The Mass. Memories Road Show is a statewide, event-based participatory archiving project that documents people, places, and events in Massachusetts history through family photographs and stories. UASC collaborates with local planning teams and volunteers to organize free public events where individuals bring photographs to be copied and included in a digital archive. Contributors are invited to describe the photographs in their own words. In addition, they may choose to share “the story behind the photos” on video, have their own “keepsake photo” taken, receive advice from professional archivists and historians on caring for their family photos, and learn from one another about the history of their community.


Rather than provide an exhaustive listing of all subject areas covered in the department’s holdings, the collecting areas listed below are intended to serve as a general guide to the collecting priorities and core collecting areas of University Archives and Special Collections. Many of the collecting areas reflect and build upon existing and core collection strengths, while others outline more recent acquisition initiatives and areas of the existing collection that require renewed attention and active development. 

The collections in UASC primarily fit into seven categories.

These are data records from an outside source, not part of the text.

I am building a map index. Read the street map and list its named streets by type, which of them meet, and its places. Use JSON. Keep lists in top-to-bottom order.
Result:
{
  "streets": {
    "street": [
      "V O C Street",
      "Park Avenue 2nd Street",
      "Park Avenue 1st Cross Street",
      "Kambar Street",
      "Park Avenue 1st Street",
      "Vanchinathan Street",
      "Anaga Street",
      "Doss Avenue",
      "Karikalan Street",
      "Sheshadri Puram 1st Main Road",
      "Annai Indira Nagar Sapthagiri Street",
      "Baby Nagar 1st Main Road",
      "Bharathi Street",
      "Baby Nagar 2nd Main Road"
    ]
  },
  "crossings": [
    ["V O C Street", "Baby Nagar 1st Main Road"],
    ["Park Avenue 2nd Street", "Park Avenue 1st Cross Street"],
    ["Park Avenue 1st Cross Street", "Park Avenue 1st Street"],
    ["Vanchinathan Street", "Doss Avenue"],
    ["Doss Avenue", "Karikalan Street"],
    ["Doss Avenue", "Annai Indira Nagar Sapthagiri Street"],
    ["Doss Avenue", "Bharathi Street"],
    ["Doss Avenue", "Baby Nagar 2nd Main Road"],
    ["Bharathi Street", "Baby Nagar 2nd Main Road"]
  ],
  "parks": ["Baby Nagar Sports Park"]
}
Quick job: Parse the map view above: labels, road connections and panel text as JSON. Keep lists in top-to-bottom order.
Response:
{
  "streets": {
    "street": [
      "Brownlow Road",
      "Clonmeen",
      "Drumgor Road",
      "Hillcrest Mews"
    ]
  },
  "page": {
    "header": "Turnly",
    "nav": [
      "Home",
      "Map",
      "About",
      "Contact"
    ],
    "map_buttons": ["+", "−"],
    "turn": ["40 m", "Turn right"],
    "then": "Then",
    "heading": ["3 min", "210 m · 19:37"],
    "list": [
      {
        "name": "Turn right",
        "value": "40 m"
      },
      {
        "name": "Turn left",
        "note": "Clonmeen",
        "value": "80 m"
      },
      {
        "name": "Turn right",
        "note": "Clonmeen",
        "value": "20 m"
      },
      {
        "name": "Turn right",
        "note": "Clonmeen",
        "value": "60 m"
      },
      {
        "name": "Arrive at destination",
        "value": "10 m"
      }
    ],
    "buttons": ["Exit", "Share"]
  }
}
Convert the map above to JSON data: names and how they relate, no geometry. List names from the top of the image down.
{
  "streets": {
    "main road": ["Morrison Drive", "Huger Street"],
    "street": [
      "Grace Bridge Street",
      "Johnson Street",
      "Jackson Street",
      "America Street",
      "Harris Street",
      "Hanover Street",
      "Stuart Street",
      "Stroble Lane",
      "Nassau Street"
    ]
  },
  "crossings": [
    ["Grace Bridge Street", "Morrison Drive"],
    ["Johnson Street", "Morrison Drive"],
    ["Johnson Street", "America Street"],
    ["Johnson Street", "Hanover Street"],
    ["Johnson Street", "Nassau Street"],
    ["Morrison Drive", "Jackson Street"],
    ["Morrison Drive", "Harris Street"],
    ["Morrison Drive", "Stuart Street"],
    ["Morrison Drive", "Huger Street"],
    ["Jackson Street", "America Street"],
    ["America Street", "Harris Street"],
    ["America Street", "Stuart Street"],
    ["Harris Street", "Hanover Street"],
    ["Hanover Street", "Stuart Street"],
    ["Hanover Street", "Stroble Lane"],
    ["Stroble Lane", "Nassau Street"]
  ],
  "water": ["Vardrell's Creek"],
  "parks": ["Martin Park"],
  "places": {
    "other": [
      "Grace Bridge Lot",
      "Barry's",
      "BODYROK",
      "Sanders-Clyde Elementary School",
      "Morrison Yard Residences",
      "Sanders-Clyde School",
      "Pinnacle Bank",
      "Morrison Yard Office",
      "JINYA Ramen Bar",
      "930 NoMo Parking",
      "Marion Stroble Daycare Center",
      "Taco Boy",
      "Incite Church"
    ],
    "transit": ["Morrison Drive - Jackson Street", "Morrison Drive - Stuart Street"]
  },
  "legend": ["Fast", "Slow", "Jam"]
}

  • Social Welfare Agencies. The records of local 19th and early 20th century private social welfare and charitable organizations provide us with a history of the work of these agencies and of the people they served. The agencies include orphanages, settlement houses, and social welfare institutions in the Boston area. Also available in the department is a resource guide that lists more than four hundred such agencies and indicates the location of any extant records.
  • Community Organizations, Social Action, and Alternative Movements. In Boston, as in other urban centers, people often respond to the social issues and conditions of the day by organizing into voluntary community-based organizations. The community can be defined as either a geographical community (responding to an issue in a neighborhood, for instance) or as a community of shared interest responding to contemporary social issues. The collections in this area document these aspects of the recent and contemporary history of Boston, its citizens and its neighborhoods, with a current emphasis on building collections related to urban planning and the history of the labor movement in Greater Boston.
  • State and Local History. University Archives and Special Collections holds an extensive collection of books, publications, ephemera, and organizational records and family papers that document the history of Boston and the city’s impact on the region, with a particular focus on materials documenting the Dorchester neighborhood of Boston, where UMass Boston is located, and the Boston Harbor Islands. The collections related to Dorchester document the history of the neighborhood as an urban community. In addition, University Archives and Special Collections produces the Mass. Memories Road Show, which is a statewide, event-based participatory archiving program that documents people, places, and events in Massachusetts history through family photographs and stories. 
  • University of Massachusetts Boston. University Archives and Special Collections provides printed, digital, and archival material for the study of the history, policies, and programs of UMass Boston, dating back to its founding in 1964. In addition to official records transferred from administrative, educational, and programmatic units on campus, the collection includes photographs, course catalogs, yearbooks, student publications, doctoral dissertations and masters theses, and reports and monographs published by many departments, programs, centers, and institutes of the University. 
  • Boston State College and preceding institutions. Boston State College merged with UMass Boston in 1982. University Archives and Special Collection has a collection of college records, photographs, and publications relating to the history of Boston State and its preceding institutions (including the Boston Normal School and the Teachers College of the City of Boston). The department’s holdings related to the history of Boston State College include course catalogs, yearbooks, publications, and newspapers.  
  • War and Social Consequences. University Archives and Special Collections has extensive holdings related to war and social consequences, particularly the Vietnam War. In addition to having curatorial responsibility for materials acquired in the 1980s and 1990s by UMass Boston’s William Joiner Institute for the Study of War and Social Consequences, University Archives and Special Collections has built a significant collection that documents veterans’ issues and experiences, the personal impacts of war, and activism and social responses to war
  • Rare Books. University Archives and Special Collections maintains a collection of first editions, finely printed books, and books on fine arts. The collection includes a large number of volumes printed in Spanish, French, and German.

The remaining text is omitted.